DI GIUSEPPE FRASCAROLI

“Giorgio De Chirico (Volo, Grecia, 1888 – Roma, 1978), pittore, scultore e scrittore, principale esponente della corrente artistica della pittura metafisica, contrariamente a Boccioni, raffigura il cavallo collocandolo in distese litoranee, nella pacatezza di un tempo impreciso e indefinito e in un ambiente ignoto che si perde all’alba delle civiltà classiche. I cavalli divennero spesso protagonisti dell’opere di De Chirico, che li riteneva gli animali maggiormente pittorici. Uno dei suoi “Cavalli in riva al mare”, è un olio su tela di cm 129,5 x 96,5 realizzato tra il 1927 e il 1928, conservato nel Museo Carlo Bilotti Aranciera di Villa Borghese, Roma.

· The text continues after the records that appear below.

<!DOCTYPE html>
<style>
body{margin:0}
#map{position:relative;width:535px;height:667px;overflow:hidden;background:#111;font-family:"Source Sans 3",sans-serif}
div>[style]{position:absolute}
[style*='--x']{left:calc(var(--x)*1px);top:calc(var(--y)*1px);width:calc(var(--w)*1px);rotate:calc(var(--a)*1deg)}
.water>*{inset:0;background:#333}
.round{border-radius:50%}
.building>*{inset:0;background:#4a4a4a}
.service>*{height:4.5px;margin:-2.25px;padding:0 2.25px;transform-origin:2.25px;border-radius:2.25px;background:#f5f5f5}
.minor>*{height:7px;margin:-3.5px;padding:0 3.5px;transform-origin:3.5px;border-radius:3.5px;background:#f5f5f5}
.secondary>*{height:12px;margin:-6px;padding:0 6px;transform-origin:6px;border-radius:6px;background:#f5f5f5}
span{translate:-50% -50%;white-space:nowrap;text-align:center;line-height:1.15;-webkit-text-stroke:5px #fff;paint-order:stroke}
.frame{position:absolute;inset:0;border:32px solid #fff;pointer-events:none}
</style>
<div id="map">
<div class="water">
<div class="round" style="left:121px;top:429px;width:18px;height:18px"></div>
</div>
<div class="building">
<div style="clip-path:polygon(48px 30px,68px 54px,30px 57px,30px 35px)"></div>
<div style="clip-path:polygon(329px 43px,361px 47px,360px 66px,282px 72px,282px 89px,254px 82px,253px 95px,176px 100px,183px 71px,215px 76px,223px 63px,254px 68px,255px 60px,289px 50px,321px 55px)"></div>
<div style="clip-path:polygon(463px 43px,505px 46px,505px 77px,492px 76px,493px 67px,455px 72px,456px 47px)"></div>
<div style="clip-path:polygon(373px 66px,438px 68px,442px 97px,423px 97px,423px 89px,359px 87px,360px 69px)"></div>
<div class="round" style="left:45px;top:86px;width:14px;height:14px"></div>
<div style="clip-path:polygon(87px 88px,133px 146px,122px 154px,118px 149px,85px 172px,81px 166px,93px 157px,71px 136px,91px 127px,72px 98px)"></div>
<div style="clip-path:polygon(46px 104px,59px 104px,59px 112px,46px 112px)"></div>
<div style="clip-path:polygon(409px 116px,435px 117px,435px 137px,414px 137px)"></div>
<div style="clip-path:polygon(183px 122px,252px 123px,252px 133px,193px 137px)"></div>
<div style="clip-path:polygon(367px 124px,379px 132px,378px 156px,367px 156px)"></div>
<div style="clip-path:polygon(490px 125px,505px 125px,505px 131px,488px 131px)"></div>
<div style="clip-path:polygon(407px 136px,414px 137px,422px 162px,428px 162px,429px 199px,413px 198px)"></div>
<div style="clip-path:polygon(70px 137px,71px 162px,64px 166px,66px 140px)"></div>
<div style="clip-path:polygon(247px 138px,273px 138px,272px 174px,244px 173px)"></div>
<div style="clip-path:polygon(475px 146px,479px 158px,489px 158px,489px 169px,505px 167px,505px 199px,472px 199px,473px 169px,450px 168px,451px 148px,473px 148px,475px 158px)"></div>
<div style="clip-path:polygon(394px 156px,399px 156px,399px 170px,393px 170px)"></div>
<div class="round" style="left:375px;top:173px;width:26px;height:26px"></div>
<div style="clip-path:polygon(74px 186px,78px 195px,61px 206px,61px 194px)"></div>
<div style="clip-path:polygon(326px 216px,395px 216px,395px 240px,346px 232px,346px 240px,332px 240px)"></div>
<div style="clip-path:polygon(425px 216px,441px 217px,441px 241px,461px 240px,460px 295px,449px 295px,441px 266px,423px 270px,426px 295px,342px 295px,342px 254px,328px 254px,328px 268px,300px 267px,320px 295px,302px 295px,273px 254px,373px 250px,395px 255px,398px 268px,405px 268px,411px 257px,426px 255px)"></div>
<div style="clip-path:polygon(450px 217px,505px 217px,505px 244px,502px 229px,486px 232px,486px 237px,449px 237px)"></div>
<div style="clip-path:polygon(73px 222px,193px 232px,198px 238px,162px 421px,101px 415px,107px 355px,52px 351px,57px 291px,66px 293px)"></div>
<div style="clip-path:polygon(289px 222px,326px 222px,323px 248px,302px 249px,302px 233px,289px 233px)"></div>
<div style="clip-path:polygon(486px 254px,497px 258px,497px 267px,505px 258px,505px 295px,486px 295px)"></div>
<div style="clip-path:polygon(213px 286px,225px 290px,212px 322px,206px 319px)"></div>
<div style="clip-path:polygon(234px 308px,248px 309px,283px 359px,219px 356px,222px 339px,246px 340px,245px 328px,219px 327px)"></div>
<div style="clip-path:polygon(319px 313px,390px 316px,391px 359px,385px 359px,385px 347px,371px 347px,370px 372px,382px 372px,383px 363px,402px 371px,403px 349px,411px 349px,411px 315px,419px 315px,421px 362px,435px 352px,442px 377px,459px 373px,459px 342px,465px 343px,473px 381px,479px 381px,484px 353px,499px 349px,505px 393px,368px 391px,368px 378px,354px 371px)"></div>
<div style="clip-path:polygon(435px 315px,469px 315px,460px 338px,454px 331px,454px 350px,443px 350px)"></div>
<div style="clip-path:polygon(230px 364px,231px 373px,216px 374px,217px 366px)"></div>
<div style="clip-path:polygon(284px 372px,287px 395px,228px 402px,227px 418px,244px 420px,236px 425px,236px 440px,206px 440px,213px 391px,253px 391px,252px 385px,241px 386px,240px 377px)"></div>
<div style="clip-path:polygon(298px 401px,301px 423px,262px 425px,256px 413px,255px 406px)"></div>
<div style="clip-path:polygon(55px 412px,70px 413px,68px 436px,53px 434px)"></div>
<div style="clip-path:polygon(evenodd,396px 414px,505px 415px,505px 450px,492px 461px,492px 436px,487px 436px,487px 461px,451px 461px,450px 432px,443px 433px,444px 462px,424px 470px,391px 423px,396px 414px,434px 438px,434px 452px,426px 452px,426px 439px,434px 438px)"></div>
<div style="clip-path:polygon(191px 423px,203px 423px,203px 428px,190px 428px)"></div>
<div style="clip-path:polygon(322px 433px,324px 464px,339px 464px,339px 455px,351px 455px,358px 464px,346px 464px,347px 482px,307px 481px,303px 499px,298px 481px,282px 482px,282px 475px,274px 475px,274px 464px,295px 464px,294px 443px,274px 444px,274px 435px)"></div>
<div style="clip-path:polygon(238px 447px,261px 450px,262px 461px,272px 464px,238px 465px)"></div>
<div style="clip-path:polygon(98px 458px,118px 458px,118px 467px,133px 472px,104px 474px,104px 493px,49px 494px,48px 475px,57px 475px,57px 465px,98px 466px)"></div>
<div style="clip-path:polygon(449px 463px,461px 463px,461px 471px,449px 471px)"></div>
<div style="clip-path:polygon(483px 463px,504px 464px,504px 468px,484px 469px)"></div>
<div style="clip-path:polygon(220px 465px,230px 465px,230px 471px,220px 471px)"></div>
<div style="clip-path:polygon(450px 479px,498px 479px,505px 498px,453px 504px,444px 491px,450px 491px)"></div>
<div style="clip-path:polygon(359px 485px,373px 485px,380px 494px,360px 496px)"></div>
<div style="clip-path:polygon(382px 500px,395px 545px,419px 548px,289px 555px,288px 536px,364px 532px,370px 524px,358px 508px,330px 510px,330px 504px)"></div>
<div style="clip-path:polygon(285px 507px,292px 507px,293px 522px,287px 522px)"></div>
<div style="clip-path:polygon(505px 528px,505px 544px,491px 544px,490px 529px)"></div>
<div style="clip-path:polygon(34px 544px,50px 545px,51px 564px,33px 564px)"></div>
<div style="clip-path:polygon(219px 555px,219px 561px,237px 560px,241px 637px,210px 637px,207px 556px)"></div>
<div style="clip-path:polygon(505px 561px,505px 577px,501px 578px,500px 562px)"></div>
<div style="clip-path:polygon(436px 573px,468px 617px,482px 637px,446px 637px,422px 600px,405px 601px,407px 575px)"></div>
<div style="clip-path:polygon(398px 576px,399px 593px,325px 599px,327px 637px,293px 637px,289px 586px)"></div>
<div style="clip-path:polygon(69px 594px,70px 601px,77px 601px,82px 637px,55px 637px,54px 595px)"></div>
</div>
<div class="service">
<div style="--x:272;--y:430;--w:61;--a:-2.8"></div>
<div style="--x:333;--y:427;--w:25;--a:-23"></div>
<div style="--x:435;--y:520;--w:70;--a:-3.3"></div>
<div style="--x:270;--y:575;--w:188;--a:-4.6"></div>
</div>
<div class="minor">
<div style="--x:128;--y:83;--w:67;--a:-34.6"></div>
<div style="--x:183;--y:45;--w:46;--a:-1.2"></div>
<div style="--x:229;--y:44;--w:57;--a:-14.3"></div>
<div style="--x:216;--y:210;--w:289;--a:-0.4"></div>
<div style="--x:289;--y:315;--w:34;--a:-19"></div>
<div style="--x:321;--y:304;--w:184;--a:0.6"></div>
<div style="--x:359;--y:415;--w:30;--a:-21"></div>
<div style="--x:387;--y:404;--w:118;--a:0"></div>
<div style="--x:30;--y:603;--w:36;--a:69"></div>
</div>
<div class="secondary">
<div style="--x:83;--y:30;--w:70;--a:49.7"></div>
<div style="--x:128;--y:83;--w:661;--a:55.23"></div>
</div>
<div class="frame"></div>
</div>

In quest’opera sono raffigurati due cavalli, soggetto che sarà ripreso più volte dal pittore metafisico, tra ruderi antichi. I destrieri avanzano con grazia nella loro maestà mitologica, eleganti nei loro fisici resi ancor più longilinei dalle pennellate vigorose chiare e scure atte a creare ombre e luci; procedono con le criniere e le ampie code ondulate al vento su di una spiaggia carezzata dalla luce dell’alba o forse, al contrario, di un violaceo tramonto.

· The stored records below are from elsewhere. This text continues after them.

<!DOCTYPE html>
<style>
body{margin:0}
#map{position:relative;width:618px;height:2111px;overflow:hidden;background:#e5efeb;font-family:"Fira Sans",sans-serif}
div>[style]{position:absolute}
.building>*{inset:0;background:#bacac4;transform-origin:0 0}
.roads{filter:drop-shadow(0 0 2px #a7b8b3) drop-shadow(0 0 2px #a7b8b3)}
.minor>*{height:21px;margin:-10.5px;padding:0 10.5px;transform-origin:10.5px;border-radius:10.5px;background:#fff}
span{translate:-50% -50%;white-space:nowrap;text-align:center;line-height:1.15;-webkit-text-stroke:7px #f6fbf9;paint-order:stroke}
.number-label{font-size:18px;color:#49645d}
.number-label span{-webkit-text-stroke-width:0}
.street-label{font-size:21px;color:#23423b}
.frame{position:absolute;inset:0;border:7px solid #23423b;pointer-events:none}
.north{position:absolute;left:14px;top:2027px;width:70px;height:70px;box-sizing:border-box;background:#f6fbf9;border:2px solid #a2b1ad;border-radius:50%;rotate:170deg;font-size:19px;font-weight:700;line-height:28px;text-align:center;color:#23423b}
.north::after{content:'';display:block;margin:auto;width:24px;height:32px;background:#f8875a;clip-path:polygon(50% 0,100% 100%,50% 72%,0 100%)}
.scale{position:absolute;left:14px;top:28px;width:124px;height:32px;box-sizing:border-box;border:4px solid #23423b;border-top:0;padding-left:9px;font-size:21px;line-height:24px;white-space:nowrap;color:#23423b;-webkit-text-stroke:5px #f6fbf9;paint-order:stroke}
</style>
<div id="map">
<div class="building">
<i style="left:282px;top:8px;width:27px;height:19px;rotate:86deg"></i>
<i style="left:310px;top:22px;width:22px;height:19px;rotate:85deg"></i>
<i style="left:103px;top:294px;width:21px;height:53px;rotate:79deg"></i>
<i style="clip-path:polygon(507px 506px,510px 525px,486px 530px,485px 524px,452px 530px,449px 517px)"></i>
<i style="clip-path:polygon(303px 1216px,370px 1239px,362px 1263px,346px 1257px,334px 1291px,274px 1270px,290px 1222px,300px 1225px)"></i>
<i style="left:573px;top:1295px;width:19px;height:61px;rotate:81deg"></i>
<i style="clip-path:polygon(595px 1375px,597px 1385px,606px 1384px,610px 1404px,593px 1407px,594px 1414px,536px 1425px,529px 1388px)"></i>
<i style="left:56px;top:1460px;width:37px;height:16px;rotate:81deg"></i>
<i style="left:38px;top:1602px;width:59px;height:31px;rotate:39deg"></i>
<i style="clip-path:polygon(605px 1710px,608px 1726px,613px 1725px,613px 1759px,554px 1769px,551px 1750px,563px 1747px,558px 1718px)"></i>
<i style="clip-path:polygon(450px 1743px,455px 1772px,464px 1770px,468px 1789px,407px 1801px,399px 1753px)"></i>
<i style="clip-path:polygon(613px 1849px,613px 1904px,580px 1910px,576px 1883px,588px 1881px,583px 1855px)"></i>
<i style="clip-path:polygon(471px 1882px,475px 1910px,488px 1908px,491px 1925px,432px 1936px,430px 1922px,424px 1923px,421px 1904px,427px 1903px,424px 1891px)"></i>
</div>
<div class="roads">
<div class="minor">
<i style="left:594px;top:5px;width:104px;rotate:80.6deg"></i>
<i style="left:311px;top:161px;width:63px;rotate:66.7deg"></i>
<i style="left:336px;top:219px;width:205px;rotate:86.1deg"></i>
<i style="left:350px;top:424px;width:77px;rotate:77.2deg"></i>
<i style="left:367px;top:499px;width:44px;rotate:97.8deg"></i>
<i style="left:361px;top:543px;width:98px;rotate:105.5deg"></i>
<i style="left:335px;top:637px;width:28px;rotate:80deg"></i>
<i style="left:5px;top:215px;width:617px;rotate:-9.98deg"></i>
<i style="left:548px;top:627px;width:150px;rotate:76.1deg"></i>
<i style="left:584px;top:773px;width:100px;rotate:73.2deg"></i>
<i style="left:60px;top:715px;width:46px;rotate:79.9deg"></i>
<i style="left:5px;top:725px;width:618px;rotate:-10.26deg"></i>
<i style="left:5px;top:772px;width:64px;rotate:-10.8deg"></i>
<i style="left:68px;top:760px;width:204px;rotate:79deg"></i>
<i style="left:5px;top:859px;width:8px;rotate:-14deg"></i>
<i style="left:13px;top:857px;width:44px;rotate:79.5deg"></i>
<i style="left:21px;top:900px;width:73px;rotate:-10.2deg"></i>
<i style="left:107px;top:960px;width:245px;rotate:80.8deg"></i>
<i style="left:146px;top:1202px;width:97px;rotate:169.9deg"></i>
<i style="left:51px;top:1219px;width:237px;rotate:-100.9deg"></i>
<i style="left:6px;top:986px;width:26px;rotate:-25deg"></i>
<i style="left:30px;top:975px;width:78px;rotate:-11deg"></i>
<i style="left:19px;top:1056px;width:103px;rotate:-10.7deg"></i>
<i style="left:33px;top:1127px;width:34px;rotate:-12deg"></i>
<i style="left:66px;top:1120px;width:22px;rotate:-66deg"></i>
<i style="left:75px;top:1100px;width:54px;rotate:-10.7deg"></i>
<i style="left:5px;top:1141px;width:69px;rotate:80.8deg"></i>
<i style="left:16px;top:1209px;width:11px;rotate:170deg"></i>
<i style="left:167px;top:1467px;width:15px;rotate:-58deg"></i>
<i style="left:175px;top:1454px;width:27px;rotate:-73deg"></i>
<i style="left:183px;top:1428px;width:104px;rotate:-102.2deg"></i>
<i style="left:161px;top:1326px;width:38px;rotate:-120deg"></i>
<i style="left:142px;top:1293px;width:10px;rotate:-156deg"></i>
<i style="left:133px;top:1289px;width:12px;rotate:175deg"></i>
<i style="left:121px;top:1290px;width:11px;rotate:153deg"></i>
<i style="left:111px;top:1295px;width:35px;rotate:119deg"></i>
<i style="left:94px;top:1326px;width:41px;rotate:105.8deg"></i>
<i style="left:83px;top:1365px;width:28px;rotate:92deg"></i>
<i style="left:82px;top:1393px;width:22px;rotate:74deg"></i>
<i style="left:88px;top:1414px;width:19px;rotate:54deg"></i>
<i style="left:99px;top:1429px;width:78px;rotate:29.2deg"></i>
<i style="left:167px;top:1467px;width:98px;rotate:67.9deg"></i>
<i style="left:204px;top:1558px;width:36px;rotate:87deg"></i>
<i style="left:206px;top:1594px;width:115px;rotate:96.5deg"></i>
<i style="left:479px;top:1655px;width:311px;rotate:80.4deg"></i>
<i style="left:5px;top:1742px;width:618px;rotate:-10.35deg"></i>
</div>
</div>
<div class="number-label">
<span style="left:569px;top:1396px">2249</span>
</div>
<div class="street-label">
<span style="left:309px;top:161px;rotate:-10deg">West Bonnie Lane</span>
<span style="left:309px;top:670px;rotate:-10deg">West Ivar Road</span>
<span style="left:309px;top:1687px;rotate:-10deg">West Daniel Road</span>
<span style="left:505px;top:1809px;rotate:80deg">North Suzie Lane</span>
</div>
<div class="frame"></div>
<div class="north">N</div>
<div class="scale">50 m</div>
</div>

I cavalli in riva al mare danno l’impressione di essere una coppia capace di provare i sentimenti e le emozioni dell’essere umano, abbandonata nel ricordo dei tempi che furono e bramosa di godere gioendo del delizioso momento ricreato nella tela. La peculiare atmosfera visionaria di quest’opera è data da due componenti: le rovine di un tempio sullo sfondo, più un’apparizione spettrale che effettiva architettura, dipinto con pennellate acquose con le stesse tonalità coloristiche delle nuvole del cielo, e il frontone di un tempio che galleggia leggero sulle acque calme, come un ricordo che emerge dal mare della memoria. La pittura è quasi ridotta a due sole tonalità intrise di luce, grazie al sapiente e ponderato uso dell’olio. Oltre la bellezza, questi cavalli manifestano la vitalità della natura: libertà e potenza, un vigore che viene addolcito da un’espressione mite e indifesa, perché, come lo stesso artista afferma: “Voglio bene agli animali perché li considero esseri indifesi, non protetti. Per questo li amo. Ogni vittima, ogni essere sopraffatto dalla prepotenza altrui gode di tutto il mio amore”. Mossa dalla materia pittorica e dalla fantasia onirica, questa coppia di cavalli sembra animata da una vita inesauribile.